There are a lot of reports about the healthcare industry in India, the growth potential and opportunities like here by PWC (circa 2007), the US Commercial Service, the India Brand Equity Foundation (IBEF).
All of them highlight:
- India spend s~6% of it’s GDP on healthcare
- On a per capita basis this is miniscule to meet the needs of the 1.1 billion people
- Majority of spend is private $$ by middle class and rich citizens
- Heath insurance penetration is very low
- Huge gap in the number of trained staff and facilities required for the large population
Over the last decade or so, there have been some phenomenal improvements in the healthcare diagnostics and delivery with companies like Apollo, Fortis and Manipal opening up great centers across the major urban center. The biggest catch is these companies are still targeting the less 10% of the population that can afford to spend on healthcare or have insurance coverage
With this situation, if we look at the opportunities in the sector is really in addressing the needs of the non urban and low income groups. These groups currently rely only on the government for the healthcare services. Unfortunately the government alone cannot address their needs.
For example in the state of Karnataka there is an acuate shortage of staff and facilities as seen in the table below. The state needs 254 Radiographers and has only 30.
||Short Fall %
|Paediatricians at CHCs
|Health Worker (Male)
|Health Assistant (Male)
|Total specialists at CHCs
|Health Assistant (Female)
|Multipurpose worker (Female)
|Physicians at CHCs
|Community Health Centre
Source: Ministry of Health, Government of India 2008-09 report
Looking at this one obvious opportunities is:
Micro health insurance: Current government schemes which utilize a re-embursement mechanism have failed as affordability is still an issue for the group. We need schemes that provide cash less insurance coverage. One good case of this a company called ARC – Accident relief Care for short. ARC provides cash group accident cover for the low income groups for as little Rs 2-3 / day. Their target market is auto drivers, waiters who live from day to day cash collections and a single day’s lost due to any accident can lead to dire consequences for them and their families. Extending the ARC concept to other markets and offering new products is a great opportunity.
Ok so I had swine flu. The funny thing is I did not get it from traveling but caught the virus right at home. In India they say it is my karma.
The good parts first:
- I stayed at the Rajiv Gandhi hospital which had a sanatorium like feel with lots of trees, low rise buildings and no traffic
- The staff, nurses and doctors were just amazing. Lots of great care and support
- Gave me a couple of days to look and experience the real state of healthcare in India rather than have an academic view of it
Now the real meat:
- We have a limited supply of the drug and test kits. When I got tested, the lab in Pune was only testing for swine flu
- I got tested after repeated requested for 3 days and it toke another 2 days to get my results back. that is 5 days to get a result
- I was not shown the results but the information was given to someone at the hospital by phone. No verification, no paper trail, nothing. Human beings make mistakes and not having proper communication mechanisms in this day and age (an email, a fax anything will do) is ridiculous
- The government forces all people who undergo a test and are awaiting the results to stay at the Rajiv Gandhi institute so they can contain the spread. Two issues here: one a person who has not tested positive has a high probability of getting infected by being in such close proximity to an infected patient; second: the facilities at the hospital are just disastrous (see pictures below). Most people feld the hospital without getting tested when they just saw the place. Bangalore has some great medical facilities but we were forced to only stay at this government run hospital. Here are some key features of the place:
- 14 beds in a dorm style. Bed were old, sheet did not look clean and blankets definitely had stains.

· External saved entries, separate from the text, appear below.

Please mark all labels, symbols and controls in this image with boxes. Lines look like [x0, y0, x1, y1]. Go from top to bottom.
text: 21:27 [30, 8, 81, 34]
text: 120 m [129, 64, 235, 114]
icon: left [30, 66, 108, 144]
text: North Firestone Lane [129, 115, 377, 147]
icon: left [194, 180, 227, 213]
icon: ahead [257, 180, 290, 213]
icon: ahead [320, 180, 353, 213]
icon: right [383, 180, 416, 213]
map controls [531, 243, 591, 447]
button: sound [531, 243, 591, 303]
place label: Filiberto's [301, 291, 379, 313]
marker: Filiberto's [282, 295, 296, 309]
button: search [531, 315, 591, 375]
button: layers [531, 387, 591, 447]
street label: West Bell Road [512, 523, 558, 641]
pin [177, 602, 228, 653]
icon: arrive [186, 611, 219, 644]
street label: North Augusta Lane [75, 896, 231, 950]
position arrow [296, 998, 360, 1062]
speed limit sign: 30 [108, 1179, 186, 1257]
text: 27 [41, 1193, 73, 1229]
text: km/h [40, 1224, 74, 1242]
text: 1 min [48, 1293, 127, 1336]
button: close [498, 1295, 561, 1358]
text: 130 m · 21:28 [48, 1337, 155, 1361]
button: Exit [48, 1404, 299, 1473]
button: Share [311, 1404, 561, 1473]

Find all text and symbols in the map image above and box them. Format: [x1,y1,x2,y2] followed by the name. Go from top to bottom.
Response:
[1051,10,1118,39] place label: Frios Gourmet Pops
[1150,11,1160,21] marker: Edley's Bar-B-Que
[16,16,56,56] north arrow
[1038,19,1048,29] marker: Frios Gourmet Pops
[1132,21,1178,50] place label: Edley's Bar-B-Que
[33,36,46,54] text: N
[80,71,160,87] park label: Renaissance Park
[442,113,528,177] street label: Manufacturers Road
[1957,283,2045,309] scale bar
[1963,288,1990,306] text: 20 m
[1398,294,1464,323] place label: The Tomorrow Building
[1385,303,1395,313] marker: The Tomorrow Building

- 2 toilets both Indian style (do a google to figure this out). One for the guys and another for the ladies
- No soaps or toilet paper
- There was active construction work going on, so patients were entertained by constant banging on the roofs, strong smell of paint and dust everywhere
- The hospital did not have a simple thermometer to test patients. I bought them one
- Finally I had a cheat x-ray taken and the lab was from another world. It had one seemingly working machine and lots of old crap with tons of dust on them. There was no changing rooms, no proper magnetic protective shields
- Another big issue is the staff though competent have not been trained to handle swine flu. I saw vague uninformative circulars being sent by bureaucrats.
- Finally: there was no food and everything had to be got from restaurants near by. I don’t think unhygienic restaurant food is ideal for flu
So here are some quick things that can be done to solve these issues:
- Allow other private hospital to test patients and have those suffering from the virus at least get comfortable accommodation, food and facilities
- Open up more testing labs- especially the great lab we have in Bangalore
- Charge patients for the health services – Most people infected with swine flu are more than willing to pay for the testing, stay and medication. Please charge them and in return provide them with adequate facilities
- Spruce up the facilities at Rajiv Gandhi – Instead of building gazebos outside, please build a couple of additional toilets, get some basic supplies like sheets, thermometers, masks and soaps
- We have some very competent healthcare professionals. Please get a group of them together and develop a well thought through strategy and action plan. Please train medical staff on these and empower them with processes and techniques to address the key issues.